Try it:
The lines from the top of the records below through the one containing "position:absolute; right:24px; bottom:24px;" are to be transcribed exactly, and nothing else is to be added.

---------------

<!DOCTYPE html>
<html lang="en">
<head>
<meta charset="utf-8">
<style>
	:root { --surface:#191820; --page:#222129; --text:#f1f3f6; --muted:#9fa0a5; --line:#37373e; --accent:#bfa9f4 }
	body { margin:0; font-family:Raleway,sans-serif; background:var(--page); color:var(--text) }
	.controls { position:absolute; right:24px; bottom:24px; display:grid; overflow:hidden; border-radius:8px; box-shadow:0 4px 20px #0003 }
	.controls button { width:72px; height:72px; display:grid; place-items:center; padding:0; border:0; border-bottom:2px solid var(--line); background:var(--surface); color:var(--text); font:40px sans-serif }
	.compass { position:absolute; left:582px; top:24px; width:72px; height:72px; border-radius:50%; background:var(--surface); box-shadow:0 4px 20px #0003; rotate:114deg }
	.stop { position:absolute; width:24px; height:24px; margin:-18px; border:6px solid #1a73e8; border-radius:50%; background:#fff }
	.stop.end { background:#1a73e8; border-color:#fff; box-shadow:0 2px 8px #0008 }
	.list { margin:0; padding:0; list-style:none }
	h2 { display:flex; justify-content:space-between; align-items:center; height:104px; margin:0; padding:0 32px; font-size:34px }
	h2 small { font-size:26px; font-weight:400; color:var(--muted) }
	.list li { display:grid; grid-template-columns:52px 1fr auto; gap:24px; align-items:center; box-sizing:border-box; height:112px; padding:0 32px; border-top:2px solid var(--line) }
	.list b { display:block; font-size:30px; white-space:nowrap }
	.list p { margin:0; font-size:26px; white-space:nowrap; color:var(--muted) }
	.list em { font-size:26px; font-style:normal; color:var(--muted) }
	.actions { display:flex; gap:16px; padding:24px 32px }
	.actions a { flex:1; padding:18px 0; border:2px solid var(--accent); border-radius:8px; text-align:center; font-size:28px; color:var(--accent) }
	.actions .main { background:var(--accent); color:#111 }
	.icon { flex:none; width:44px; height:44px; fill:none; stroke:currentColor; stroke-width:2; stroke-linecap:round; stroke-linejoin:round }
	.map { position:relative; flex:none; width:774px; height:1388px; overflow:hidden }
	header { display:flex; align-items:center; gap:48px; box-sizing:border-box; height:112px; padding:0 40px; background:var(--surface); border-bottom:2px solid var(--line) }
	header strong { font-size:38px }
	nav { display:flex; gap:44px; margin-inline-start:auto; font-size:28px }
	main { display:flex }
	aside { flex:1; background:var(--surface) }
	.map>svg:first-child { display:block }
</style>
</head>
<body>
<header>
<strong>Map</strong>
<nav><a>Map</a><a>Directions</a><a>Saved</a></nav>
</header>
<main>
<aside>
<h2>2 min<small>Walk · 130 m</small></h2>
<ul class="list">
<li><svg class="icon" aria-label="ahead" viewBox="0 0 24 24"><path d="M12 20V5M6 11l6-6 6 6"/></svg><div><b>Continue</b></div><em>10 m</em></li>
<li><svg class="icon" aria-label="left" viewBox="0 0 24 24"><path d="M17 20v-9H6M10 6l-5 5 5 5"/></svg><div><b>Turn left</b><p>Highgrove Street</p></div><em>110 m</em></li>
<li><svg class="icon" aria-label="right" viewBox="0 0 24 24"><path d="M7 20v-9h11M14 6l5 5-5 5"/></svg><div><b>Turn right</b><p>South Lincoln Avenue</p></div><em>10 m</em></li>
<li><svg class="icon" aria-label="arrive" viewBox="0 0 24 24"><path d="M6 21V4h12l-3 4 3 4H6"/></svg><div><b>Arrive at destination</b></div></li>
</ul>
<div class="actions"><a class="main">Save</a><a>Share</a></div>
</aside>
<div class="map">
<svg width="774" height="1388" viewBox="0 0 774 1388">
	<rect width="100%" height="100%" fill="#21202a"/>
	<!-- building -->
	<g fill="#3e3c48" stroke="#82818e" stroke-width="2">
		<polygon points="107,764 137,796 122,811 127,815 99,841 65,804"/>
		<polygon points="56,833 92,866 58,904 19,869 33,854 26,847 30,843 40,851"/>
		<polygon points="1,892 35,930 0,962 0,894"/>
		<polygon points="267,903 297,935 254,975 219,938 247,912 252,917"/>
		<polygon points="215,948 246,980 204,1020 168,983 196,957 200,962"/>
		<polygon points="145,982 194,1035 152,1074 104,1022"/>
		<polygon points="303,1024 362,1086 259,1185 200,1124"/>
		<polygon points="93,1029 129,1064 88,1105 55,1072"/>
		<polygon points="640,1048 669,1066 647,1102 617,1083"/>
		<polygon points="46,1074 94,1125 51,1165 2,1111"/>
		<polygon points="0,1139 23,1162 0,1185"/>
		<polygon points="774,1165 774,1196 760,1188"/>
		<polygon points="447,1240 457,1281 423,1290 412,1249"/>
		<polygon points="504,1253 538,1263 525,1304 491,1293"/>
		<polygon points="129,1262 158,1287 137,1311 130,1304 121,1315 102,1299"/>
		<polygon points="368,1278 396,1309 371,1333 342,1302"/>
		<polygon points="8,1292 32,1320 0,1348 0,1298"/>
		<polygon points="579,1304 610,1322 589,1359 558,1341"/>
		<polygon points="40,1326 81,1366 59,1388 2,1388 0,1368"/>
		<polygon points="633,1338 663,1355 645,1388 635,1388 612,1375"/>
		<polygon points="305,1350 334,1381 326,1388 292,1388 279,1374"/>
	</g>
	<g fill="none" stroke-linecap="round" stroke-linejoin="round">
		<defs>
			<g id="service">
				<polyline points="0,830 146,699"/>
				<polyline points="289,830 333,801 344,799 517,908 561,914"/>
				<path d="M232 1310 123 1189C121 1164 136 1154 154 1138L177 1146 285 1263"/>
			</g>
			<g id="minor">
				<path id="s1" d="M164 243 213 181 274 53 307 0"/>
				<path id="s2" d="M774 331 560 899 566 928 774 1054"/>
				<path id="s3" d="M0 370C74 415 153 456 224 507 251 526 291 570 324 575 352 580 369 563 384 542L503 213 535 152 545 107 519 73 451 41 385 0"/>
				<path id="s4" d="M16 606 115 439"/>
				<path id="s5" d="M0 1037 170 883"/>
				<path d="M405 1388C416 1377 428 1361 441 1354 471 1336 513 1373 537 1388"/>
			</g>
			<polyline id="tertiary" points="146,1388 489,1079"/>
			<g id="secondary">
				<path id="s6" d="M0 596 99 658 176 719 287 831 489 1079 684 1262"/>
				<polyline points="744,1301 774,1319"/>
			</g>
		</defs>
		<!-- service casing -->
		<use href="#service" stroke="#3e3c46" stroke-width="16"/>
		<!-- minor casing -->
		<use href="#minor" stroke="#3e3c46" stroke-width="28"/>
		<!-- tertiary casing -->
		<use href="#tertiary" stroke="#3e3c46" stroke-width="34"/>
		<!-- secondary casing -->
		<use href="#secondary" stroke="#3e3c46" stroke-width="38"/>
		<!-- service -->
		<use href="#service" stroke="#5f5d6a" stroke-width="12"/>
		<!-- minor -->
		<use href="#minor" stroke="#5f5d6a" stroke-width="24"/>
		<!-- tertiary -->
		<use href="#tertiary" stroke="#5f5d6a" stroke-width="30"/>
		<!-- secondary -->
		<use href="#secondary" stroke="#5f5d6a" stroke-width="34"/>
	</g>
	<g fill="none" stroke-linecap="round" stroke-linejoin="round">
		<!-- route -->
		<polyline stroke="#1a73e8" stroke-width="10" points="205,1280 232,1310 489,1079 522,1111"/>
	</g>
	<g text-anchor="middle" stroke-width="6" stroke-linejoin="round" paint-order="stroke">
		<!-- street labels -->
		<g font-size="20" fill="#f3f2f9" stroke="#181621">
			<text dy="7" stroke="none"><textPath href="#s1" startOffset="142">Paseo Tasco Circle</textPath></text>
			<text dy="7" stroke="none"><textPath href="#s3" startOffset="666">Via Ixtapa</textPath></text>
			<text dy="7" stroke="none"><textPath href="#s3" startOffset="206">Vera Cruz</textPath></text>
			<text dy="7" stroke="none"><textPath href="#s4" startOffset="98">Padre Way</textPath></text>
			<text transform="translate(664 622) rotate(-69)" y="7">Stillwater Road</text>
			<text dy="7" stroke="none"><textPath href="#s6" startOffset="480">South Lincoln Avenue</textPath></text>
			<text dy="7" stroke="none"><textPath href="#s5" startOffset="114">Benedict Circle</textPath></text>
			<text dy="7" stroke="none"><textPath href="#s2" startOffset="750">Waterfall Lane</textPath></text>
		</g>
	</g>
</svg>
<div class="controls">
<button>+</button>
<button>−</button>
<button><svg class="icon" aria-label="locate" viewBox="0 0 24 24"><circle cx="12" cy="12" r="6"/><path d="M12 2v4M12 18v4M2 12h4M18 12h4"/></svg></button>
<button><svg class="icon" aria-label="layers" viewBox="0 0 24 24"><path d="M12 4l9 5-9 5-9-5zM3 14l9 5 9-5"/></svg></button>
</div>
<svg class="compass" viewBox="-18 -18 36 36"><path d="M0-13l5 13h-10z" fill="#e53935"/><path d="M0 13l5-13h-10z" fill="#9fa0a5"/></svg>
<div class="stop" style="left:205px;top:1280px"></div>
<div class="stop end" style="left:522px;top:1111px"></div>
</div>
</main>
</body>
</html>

---------------

Expected answer:
<!DOCTYPE html>
<html lang="en">
<head>
<meta charset="utf-8">
<style>
	:root { --surface:#191820; --page:#222129; --text:#f1f3f6; --muted:#9fa0a5; --line:#37373e; --accent:#bfa9f4 }
	body { margin:0; font-family:Raleway,sans-serif; background:var(--page); color:var(--text) }
	.controls { position:absolute; right:24px; bottom:24px; display:grid; overflow:hidden; border-radius:8px; box-shadow:0 4px 20px #0003 }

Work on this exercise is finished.